# Editing Black Light Photo's



## mamabearof2girls (Oct 14, 2010)

Hey I'm brand new and could use some editing advice.  I wanted to take some photos of my two girls for Halloween.  So just for fun the hubby and I took some black light photos.  I had to have a quick shutter speed which you are not supposed to do in black light photography but if i didn't then they would have been blurry.  Try to keep and 4 and 2 year old still so long when they are excited.  lol.  So I just wanted to know if anyone had any editing advice on black light photography?  Yes there is a lot of noise in the pictures but I didn't mind that as much to cut back on the blur.  Just any advice would be great.


----------



## Corvphotography (Oct 14, 2010)

post some pics. im curious to see em.


----------



## mamabearof2girls (Oct 14, 2010)

Ok just dont criticize me to bad. I'm proud I found out how to take any at all. lol






























I put the rose just because I love it and I was happy with how it turned out.


----------



## lordfly (Oct 14, 2010)

The only one that seems to have a subject is the rose.
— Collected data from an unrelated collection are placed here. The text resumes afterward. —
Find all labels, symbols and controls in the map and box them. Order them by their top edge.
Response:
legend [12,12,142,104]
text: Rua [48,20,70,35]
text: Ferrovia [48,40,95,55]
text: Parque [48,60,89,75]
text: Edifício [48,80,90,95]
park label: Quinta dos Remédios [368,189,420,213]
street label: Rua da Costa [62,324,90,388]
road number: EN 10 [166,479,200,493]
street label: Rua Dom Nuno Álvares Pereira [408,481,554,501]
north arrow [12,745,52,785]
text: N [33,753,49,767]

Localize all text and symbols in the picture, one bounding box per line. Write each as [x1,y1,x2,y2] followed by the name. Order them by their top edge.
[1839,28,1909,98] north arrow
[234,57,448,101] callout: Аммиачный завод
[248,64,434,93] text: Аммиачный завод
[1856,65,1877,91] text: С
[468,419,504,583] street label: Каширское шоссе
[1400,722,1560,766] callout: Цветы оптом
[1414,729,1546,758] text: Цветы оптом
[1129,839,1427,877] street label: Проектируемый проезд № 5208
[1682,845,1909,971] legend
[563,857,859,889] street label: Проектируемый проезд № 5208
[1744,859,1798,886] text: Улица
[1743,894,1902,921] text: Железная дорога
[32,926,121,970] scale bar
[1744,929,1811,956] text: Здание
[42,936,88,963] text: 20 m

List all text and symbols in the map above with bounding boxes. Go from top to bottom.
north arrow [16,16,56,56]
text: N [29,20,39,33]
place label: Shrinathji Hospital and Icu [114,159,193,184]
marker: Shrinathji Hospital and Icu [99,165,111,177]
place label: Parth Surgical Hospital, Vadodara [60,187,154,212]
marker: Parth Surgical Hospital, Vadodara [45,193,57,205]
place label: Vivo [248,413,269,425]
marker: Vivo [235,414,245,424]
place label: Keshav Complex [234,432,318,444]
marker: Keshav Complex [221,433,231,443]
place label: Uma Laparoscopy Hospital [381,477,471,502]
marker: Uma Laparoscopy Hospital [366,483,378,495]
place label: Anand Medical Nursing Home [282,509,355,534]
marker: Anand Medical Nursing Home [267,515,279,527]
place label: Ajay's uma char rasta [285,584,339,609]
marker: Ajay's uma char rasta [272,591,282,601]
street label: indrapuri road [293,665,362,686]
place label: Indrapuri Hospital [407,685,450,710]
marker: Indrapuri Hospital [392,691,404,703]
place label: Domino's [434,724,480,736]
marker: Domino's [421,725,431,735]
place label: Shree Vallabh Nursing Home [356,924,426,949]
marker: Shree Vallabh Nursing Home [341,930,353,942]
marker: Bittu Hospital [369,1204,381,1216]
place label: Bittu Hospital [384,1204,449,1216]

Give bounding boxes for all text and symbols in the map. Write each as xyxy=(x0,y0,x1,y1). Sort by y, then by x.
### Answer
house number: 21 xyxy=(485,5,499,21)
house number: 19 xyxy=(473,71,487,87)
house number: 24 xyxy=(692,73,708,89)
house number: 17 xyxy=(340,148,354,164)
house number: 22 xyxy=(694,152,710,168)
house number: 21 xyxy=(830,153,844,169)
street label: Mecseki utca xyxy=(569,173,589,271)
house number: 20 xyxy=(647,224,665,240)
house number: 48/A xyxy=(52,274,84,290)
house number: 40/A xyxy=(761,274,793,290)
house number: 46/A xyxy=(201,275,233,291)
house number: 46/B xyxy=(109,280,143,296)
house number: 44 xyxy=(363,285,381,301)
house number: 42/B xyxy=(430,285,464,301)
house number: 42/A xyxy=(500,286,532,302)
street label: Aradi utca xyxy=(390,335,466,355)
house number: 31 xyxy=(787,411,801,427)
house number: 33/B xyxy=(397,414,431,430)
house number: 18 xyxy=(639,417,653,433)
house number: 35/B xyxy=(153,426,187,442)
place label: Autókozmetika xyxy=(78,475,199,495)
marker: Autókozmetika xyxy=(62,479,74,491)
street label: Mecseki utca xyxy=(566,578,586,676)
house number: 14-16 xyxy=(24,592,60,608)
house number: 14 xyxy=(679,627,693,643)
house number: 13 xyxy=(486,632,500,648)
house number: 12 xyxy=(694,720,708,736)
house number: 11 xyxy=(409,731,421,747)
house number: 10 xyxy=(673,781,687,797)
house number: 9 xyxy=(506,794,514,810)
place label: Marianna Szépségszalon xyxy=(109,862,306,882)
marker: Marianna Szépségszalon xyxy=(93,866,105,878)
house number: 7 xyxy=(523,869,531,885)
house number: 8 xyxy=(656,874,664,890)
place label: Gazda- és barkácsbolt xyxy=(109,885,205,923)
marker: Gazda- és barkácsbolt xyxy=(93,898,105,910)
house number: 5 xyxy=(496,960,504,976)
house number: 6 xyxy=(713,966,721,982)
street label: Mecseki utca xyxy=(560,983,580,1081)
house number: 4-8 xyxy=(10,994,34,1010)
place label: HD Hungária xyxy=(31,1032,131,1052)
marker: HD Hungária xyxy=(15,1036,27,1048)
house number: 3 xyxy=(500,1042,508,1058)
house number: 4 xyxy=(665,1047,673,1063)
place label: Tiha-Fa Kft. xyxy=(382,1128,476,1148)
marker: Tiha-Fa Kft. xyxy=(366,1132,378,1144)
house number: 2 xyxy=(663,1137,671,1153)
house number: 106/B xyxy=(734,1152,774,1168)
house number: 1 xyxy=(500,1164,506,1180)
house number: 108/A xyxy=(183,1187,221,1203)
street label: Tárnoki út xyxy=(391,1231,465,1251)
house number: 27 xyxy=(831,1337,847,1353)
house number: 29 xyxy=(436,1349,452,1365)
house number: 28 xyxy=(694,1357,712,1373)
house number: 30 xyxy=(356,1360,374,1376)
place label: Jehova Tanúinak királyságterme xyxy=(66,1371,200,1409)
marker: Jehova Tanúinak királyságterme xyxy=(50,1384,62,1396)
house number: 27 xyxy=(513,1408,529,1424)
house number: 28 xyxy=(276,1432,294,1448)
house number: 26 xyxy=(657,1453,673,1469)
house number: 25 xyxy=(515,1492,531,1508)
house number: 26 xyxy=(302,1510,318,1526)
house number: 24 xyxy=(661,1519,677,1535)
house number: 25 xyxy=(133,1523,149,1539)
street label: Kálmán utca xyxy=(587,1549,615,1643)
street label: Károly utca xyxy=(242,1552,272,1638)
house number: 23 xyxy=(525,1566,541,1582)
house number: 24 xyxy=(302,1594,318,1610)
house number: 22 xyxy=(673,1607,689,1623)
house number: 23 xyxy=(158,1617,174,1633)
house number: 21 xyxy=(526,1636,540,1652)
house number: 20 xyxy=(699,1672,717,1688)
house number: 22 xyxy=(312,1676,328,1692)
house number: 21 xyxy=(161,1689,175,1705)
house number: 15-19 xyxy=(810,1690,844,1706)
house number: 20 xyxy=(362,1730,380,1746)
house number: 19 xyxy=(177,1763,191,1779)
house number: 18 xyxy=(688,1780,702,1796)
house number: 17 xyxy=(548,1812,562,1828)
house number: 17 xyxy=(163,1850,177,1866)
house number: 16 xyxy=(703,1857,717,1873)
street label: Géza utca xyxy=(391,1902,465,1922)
The others look ... well, I hate to use the loaded term snapshot, but... They don't seem to convey anything, I guess is what I'm trying to say.


----------



## LokiZ (Oct 14, 2010)

This would be a first for me.  What about upping the amount of black lights you use for the photos and then adding just a little regular light to help out with those items that are not going to glow.

Seems the black light golfing I have done in the past is not so dark that you trip but at the same time dark enough to make that which should glow... well glow.


----------